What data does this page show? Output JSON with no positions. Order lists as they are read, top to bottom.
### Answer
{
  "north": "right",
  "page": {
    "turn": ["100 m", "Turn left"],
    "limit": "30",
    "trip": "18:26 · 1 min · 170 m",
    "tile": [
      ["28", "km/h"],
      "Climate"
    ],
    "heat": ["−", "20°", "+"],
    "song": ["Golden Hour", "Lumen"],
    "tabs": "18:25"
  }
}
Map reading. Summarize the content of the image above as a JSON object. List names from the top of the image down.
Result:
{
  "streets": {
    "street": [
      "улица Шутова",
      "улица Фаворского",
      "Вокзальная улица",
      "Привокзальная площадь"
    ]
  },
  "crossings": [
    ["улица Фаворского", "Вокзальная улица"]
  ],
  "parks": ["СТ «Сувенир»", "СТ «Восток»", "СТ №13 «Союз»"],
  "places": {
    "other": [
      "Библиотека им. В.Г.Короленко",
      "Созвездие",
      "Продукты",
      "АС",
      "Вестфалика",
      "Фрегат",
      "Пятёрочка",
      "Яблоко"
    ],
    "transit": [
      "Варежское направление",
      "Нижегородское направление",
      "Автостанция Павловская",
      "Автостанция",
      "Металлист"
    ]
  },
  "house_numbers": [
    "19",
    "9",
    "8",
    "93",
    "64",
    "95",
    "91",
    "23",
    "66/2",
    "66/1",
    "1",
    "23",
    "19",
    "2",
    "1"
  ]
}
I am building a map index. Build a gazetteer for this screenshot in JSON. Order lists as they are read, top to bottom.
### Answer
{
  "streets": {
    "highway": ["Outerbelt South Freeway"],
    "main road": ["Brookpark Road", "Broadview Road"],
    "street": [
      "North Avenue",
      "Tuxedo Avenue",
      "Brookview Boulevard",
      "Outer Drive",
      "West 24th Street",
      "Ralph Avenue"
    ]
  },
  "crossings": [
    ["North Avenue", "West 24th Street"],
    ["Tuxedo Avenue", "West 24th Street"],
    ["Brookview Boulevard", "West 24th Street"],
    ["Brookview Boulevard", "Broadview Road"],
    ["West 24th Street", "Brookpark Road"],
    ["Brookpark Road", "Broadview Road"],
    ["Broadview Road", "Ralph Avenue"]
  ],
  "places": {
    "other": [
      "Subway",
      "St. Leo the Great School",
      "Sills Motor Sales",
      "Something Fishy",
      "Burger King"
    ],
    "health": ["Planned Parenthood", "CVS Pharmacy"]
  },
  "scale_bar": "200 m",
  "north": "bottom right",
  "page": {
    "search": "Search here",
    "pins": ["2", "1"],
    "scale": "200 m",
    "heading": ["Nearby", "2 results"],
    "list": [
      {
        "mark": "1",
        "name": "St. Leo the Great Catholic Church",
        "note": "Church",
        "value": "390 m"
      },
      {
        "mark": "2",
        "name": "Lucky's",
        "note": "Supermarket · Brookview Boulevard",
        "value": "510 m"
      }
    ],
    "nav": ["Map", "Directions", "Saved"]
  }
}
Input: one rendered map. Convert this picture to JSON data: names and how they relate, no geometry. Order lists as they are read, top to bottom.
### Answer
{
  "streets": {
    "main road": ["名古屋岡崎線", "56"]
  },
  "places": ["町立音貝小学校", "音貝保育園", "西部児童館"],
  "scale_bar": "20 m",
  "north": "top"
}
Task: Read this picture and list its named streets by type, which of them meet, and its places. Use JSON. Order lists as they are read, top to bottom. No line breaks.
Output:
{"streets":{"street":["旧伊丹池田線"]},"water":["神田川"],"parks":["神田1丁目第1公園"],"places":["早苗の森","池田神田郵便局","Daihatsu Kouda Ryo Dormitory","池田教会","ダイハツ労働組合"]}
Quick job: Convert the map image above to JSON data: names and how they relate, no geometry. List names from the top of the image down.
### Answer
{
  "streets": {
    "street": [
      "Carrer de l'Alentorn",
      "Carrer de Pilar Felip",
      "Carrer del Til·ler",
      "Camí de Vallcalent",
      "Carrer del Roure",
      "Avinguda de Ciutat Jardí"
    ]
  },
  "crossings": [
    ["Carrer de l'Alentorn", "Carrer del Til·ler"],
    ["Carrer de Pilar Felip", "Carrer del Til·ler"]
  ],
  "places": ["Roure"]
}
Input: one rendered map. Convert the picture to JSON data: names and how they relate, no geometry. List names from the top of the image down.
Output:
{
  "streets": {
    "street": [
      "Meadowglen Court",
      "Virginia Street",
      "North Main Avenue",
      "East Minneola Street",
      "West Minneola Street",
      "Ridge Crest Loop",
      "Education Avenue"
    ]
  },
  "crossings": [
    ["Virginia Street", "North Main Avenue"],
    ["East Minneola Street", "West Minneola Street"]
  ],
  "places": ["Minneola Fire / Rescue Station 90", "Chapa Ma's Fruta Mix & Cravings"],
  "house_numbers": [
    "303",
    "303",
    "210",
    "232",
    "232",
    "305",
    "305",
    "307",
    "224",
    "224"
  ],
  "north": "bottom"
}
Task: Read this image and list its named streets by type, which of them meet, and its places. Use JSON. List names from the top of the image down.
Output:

ASSIGNMENT: Every single line of the data above must be set down again exactly.

REPLY:
What data does this page show? Output JSON with no positions. Order lists as they are read, top to bottom.
### Answer
{
  "north": "right",
  "page": {
    "turn": ["100 m", "Turn left"],
    "limit": "30",
    "trip": "18:26 · 1 min · 170 m",
    "tile": [
      ["28", "km/h"],
      "Climate"
    ],
    "heat": ["−", "20°", "+"],
    "song": ["Golden Hour", "Lumen"],
    "tabs": "18:25"
  }
}
Map reading. Summarize the content of the image above as a JSON object. List names from the top of the image down.
Result:
{
  "streets": {
    "street": [
      "улица Шутова",
      "улица Фаворского",
      "Вокзальная улица",
      "Привокзальная площадь"
    ]
  },
  "crossings": [
    ["улица Фаворского", "Вокзальная улица"]
  ],
  "parks": ["СТ «Сувенир»", "СТ «Восток»", "СТ №13 «Союз»"],
  "places": {
    "other": [
      "Библиотека им. В.Г.Короленко",
      "Созвездие",
      "Продукты",
      "АС",
      "Вестфалика",
      "Фрегат",
      "Пятёрочка",
      "Яблоко"
    ],
    "transit": [
      "Варежское направление",
      "Нижегородское направление",
      "Автостанция Павловская",
      "Автостанция",
      "Металлист"
    ]
  },
  "house_numbers": [
    "19",
    "9",
    "8",
    "93",
    "64",
    "95",
    "91",
    "23",
    "66/2",
    "66/1",
    "1",
    "23",
    "19",
    "2",
    "1"
  ]
}
I am building a map index. Build a gazetteer for this screenshot in JSON. Order lists as they are read, top to bottom.
### Answer
{
  "streets": {
    "highway": ["Outerbelt South Freeway"],
    "main road": ["Brookpark Road", "Broadview Road"],
    "street": [
      "North Avenue",
      "Tuxedo Avenue",
      "Brookview Boulevard",
      "Outer Drive",
      "West 24th Street",
      "Ralph Avenue"
    ]
  },
  "crossings": [
    ["North Avenue", "West 24th Street"],
    ["Tuxedo Avenue", "West 24th Street"],
    ["Brookview Boulevard", "West 24th Street"],
    ["Brookview Boulevard", "Broadview Road"],
    ["West 24th Street", "Brookpark Road"],
    ["Brookpark Road", "Broadview Road"],
    ["Broadview Road", "Ralph Avenue"]
  ],
  "places": {
    "other": [
      "Subway",
      "St. Leo the Great School",
      "Sills Motor Sales",
      "Something Fishy",
      "Burger King"
    ],
    "health": ["Planned Parenthood", "CVS Pharmacy"]
  },
  "scale_bar": "200 m",
  "north": "bottom right",
  "page": {
    "search": "Search here",
    "pins": ["2", "1"],
    "scale": "200 m",
    "heading": ["Nearby", "2 results"],
    "list": [
      {
        "mark": "1",
        "name": "St. Leo the Great Catholic Church",
        "note": "Church",
        "value": "390 m"
      },
      {
        "mark": "2",
        "name": "Lucky's",
        "note": "Supermarket · Brookview Boulevard",
        "value": "510 m"
      }
    ],
    "nav": ["Map", "Directions", "Saved"]
  }
}
Input: one rendered map. Convert this picture to JSON data: names and how they relate, no geometry. Order lists as they are read, top to bottom.
### Answer
{
  "streets": {
    "main road": ["名古屋岡崎線", "56"]
  },
  "places": ["町立音貝小学校", "音貝保育園", "西部児童館"],
  "scale_bar": "20 m",
  "north": "top"
}
Task: Read this picture and list its named streets by type, which of them meet, and its places. Use JSON. Order lists as they are read, top to bottom. No line breaks.
Output:
{"streets":{"street":["旧伊丹池田線"]},"water":["神田川"],"parks":["神田1丁目第1公園"],"places":["早苗の森","池田神田郵便局","Daihatsu Kouda Ryo Dormitory","池田教会","ダイハツ労働組合"]}
Quick job: Convert the map image above to JSON data: names and how they relate, no geometry. List names from the top of the image down.
### Answer
{
  "streets": {
    "street": [
      "Carrer de l'Alentorn",
      "Carrer de Pilar Felip",
      "Carrer del Til·ler",
      "Camí de Vallcalent",
      "Carrer del Roure",
      "Avinguda de Ciutat Jardí"
    ]
  },
  "crossings": [
    ["Carrer de l'Alentorn", "Carrer del Til·ler"],
    ["Carrer de Pilar Felip", "Carrer del Til·ler"]
  ],
  "places": ["Roure"]
}
Input: one rendered map. Convert the picture to JSON data: names and how they relate, no geometry. List names from the top of the image down.
Output:
{
  "streets": {
    "street": [
      "Meadowglen Court",
      "Virginia Street",
      "North Main Avenue",
      "East Minneola Street",
      "West Minneola Street",
      "Ridge Crest Loop",
      "Education Avenue"
    ]
  },
  "crossings": [
    ["Virginia Street", "North Main Avenue"],
    ["East Minneola Street", "West Minneola Street"]
  ],
  "places": ["Minneola Fire / Rescue Station 90", "Chapa Ma's Fruta Mix & Cravings"],
  "house_numbers": [
    "303",
    "303",
    "210",
    "232",
    "232",
    "305",
    "305",
    "307",
    "224",
    "224"
  ],
  "north": "bottom"
}
Task: Read this image and list its named streets by type, which of them meet, and its places. Use JSON. List names from the top of the image down.
Output:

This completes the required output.